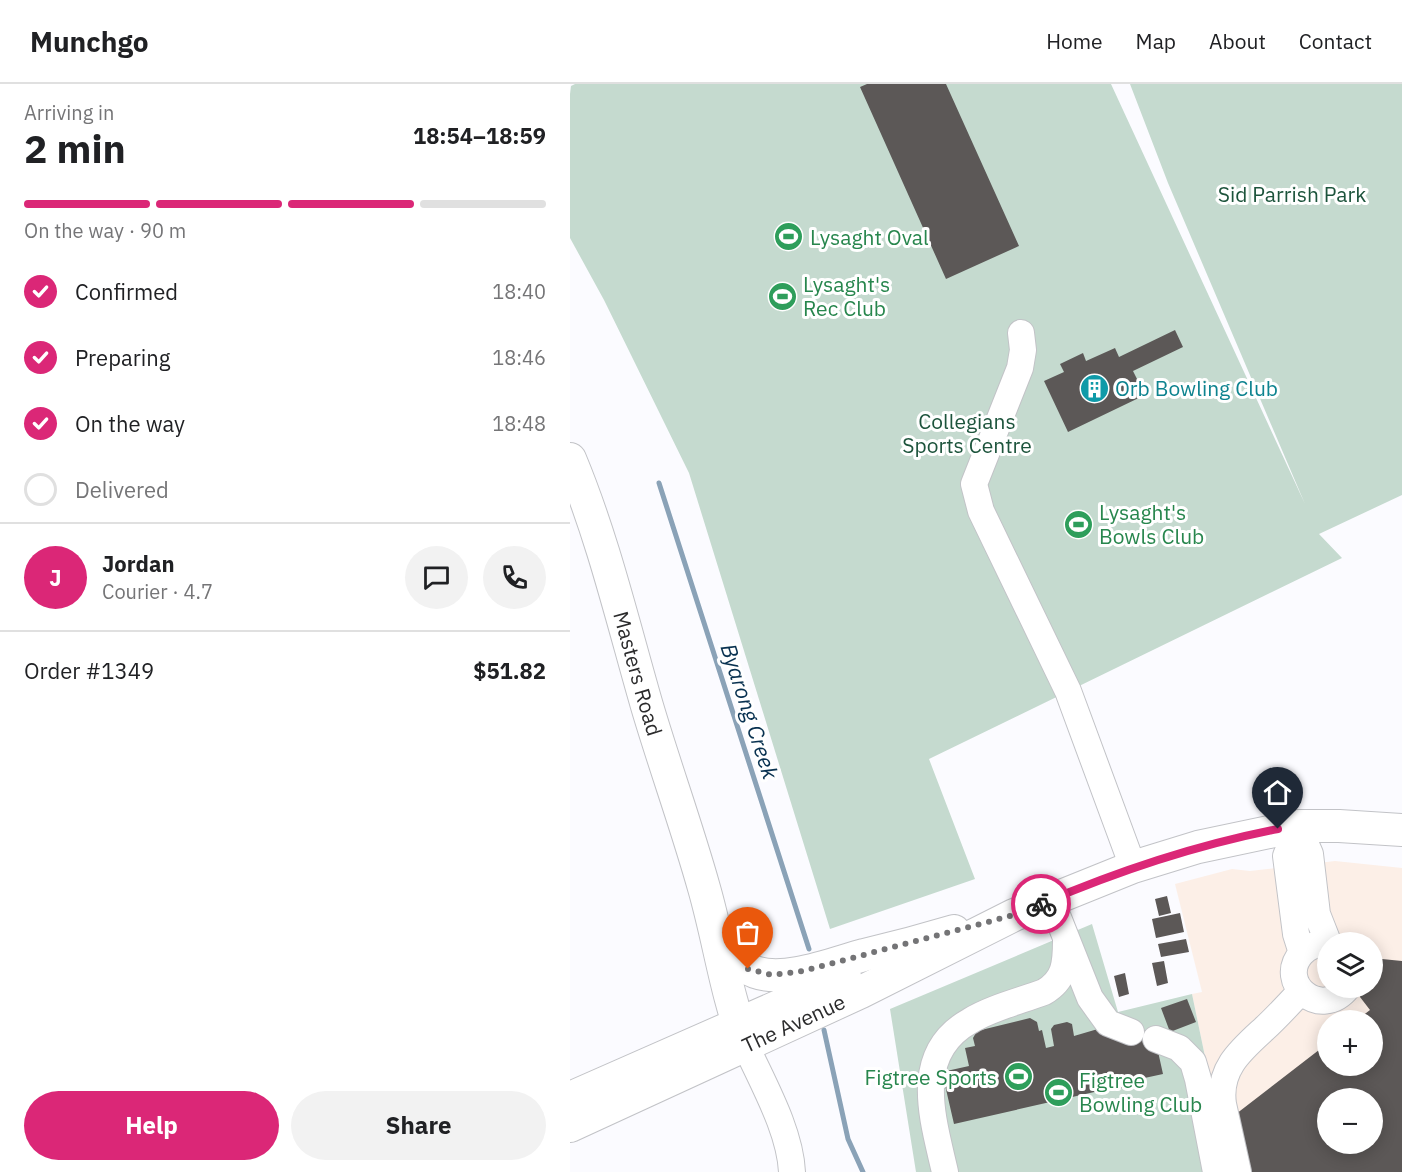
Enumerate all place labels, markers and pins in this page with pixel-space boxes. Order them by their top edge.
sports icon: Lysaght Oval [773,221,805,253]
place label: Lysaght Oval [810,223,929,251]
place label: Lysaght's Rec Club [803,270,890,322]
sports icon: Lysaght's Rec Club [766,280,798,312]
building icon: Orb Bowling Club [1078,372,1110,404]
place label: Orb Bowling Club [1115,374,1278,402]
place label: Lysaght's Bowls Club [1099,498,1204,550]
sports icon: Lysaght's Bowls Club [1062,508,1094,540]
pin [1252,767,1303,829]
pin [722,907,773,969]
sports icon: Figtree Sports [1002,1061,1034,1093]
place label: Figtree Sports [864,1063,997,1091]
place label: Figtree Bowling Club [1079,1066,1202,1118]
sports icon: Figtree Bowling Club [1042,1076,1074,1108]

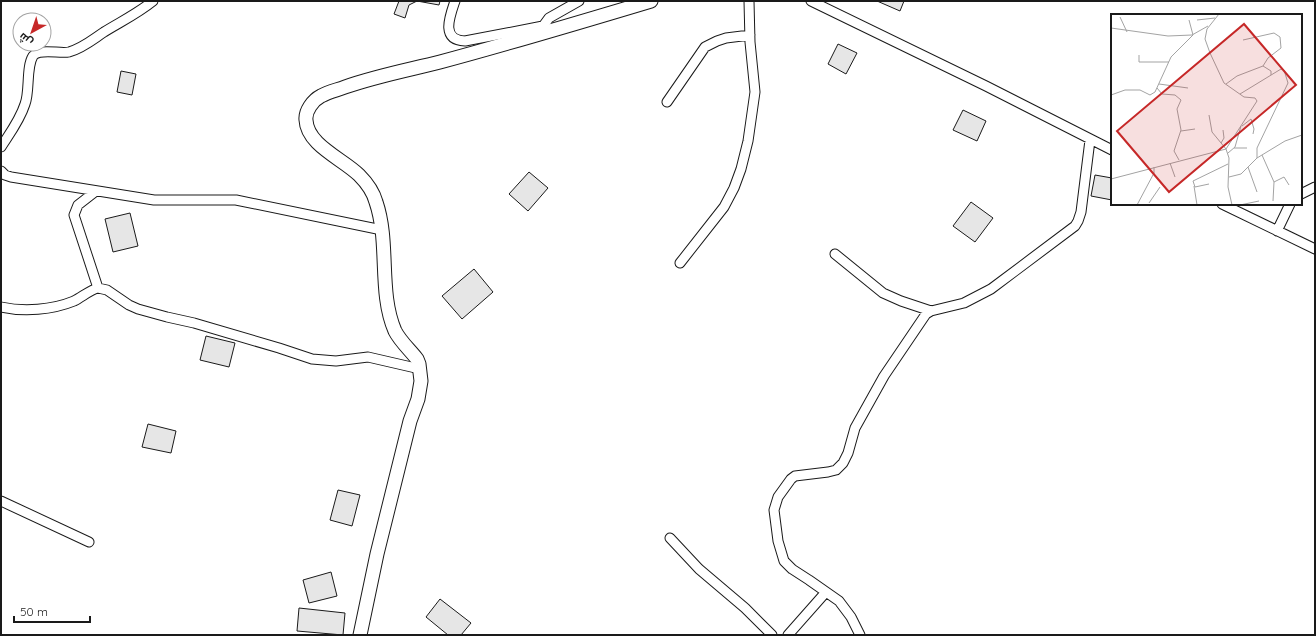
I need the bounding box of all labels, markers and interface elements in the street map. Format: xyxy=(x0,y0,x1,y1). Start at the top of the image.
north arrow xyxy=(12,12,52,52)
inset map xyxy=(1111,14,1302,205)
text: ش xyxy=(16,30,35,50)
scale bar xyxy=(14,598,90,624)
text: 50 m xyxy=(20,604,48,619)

#### Description of the task
In the copy, include every record exactly and no pictures.

#### Written response
Enumerate all place labels, markers and pins in this page with pixel-space boxes. Order them by their top edge.
sports icon: Lysaght Oval [773,221,805,253]
place label: Lysaght Oval [810,223,929,251]
place label: Lysaght's Rec Club [803,270,890,322]
sports icon: Lysaght's Rec Club [766,280,798,312]
building icon: Orb Bowling Club [1078,372,1110,404]
place label: Orb Bowling Club [1115,374,1278,402]
place label: Lysaght's Bowls Club [1099,498,1204,550]
sports icon: Lysaght's Bowls Club [1062,508,1094,540]
pin [1252,767,1303,829]
pin [722,907,773,969]
sports icon: Figtree Sports [1002,1061,1034,1093]
place label: Figtree Sports [864,1063,997,1091]
place label: Figtree Bowling Club [1079,1066,1202,1118]
sports icon: Figtree Bowling Club [1042,1076,1074,1108]

I need the bounding box of all labels, markers and interface elements in the street map. Format: xyxy=(x0,y0,x1,y1). Start at the top of the image.
north arrow xyxy=(12,12,52,52)
inset map xyxy=(1111,14,1302,205)
text: ش xyxy=(16,30,35,50)
scale bar xyxy=(14,598,90,624)
text: 50 m xyxy=(20,604,48,619)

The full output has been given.